A tool to demangle mangled names is nm.
nm -D lib5ae9b7f.so
-D option is used because the file is stripped. It needs to parse the dynamic symbol table instead.
nm -D lib5ae9b7f.so
0000000000202058 B __bss_start
w __cxa_finalize@GLIBC_2.2.5
0000000000202058 D _edata
0000000000202060 B _end
0000000000000d20 T _fini
w __gmon_start__
00000000000008c0 T _init
w _ITM_deregisterTMCloneTable
w _ITM_registerTMCloneTable
w _Jv_RegisterClasses
U malloc@GLIBC_2.2.5
U memcpy@GLIBC_2.14
U __stack_chk_fail@GLIBC_2.4
0000000000000c60 T _Z11rc4_decryptP11rc4_state_tPhi
0000000000000c70 T _Z11rc4_decryptP11rc4_state_tRNSt7__cxx1112basic_stringIcSt11char_traitsIcESaIcEEE
0000000000000b40 T _Z11rc4_encryptP11rc4_state_tPhi
0000000000000bc0 T _Z11rc4_encryptP11rc4_state_tRNSt7__cxx1112basic_stringIcSt11char_traitsIcESaIcEEE
0000000000000cb0 T _Z8rc4_initP11rc4_state_tPhi
U _ZNSt7__cxx1112basic_stringIcSt11char_traitsIcESaIcEE9_M_createERmm@GLIBCXX_3.4.21
U _ZSt19__throw_logic_errorPKc@GLIBCXX_3.4
Now it looks a bit better.
I see words encrypt and decrypt. I guess this library is relevant to encryption and decryption.
It can be demangled further.
nm -D --demangle lib5ae9b7f.so
0000000000202058 B __bss_start
w __cxa_finalize@GLIBC_2.2.5
0000000000202058 D _edata
0000000000202060 B _end
0000000000000d20 T _fini
w __gmon_start__
00000000000008c0 T _init
w _ITM_deregisterTMCloneTable
w _ITM_registerTMCloneTable
w _Jv_RegisterClasses
U malloc@GLIBC_2.2.5
U memcpy@GLIBC_2.14
U __stack_chk_fail@GLIBC_2.4
0000000000000c60 T rc4_decrypt(rc4_state_t*, unsigned char*, int)
0000000000000c70 T rc4_decrypt(rc4_state_t*, std::__cxx11::basic_string<char, std::char_traits<char>, std::allocator<char> >&)
0000000000000b40 T rc4_encrypt(rc4_state_t*, unsigned char*, int)
0000000000000bc0 T rc4_encrypt(rc4_state_t*, std::__cxx11::basic_string<char, std::char_traits<char>, std::allocator<char> >&)
0000000000000cb0 T rc4_init(rc4_state_t*, unsigned char*, int)
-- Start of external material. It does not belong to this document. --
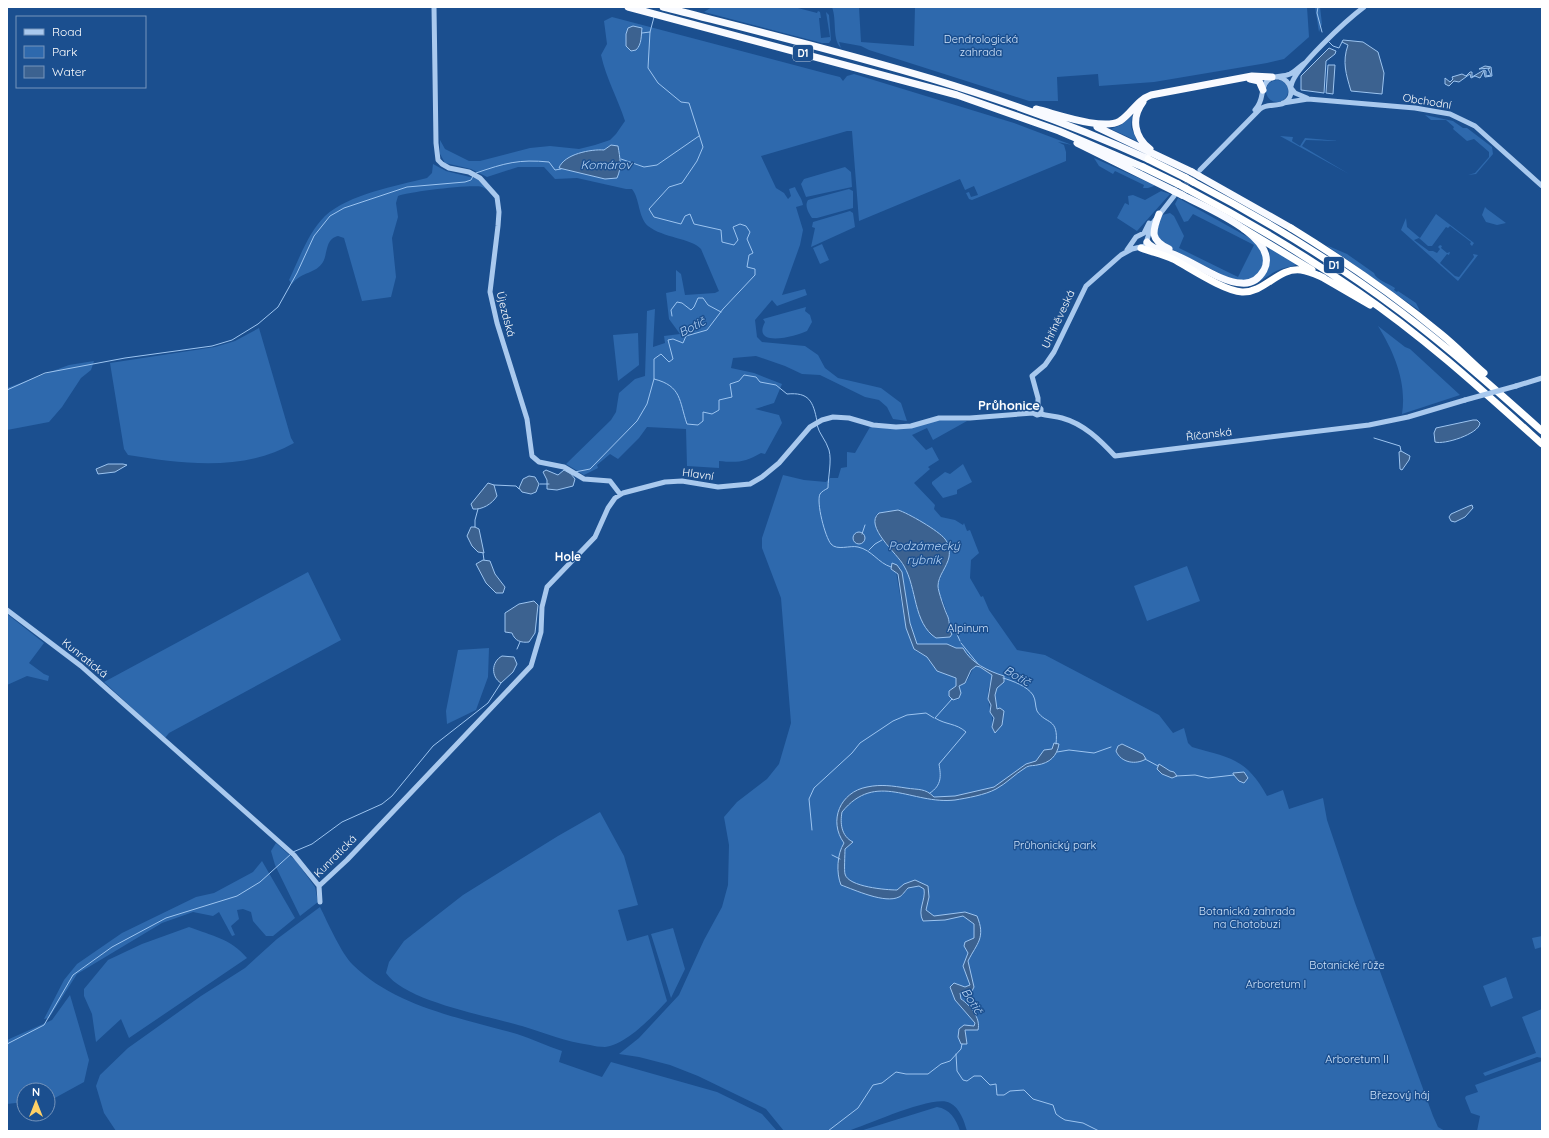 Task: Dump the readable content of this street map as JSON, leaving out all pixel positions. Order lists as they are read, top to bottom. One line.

U std::__cxx11::basic_string<char, std::char_traits<char>, std::allocator<char> >::_M_create(unsigned long&, unsigned long)@GLIBCXX_3.4.21
U std::__throw_logic_error(char const*)@GLIBCXX_3.4
Ok, we can safely assume this library is about encryption algorithms
Execute ctf file again
Since we extracted the hidden encryption algorithm library from the BMP file and all the pieces are gathered, running ctf file should work this time.
Before that, the path of the hidden library should be added.
export LD_LIBRARY_PATH='pwd' <- use back ticks
./ctf
echo $?
1
It is executed!
The $? shows the exit status of the file. 1 means an error occurred.
Let’s investigate it in the hope of grasping any hints.
strings ctf
...
[]A\A]A^A_
DEBUG: argv[1] = %s
checking '%s'
show_me_the_flag
>CMb
-v@P^:
flag = %s
guess again!
It's kinda like Louisiana. Or Dagobah. Dagobah - Where Yoda lives!
;*3$"
zPLR
GCC: (Ubuntu 5.4.0-6ubuntu1~16.04.4) 5.4.0 20160609
.shstrtab
.interp
...
It gives us some suspicious strings.
And it seems we need to provide a variable when running the file.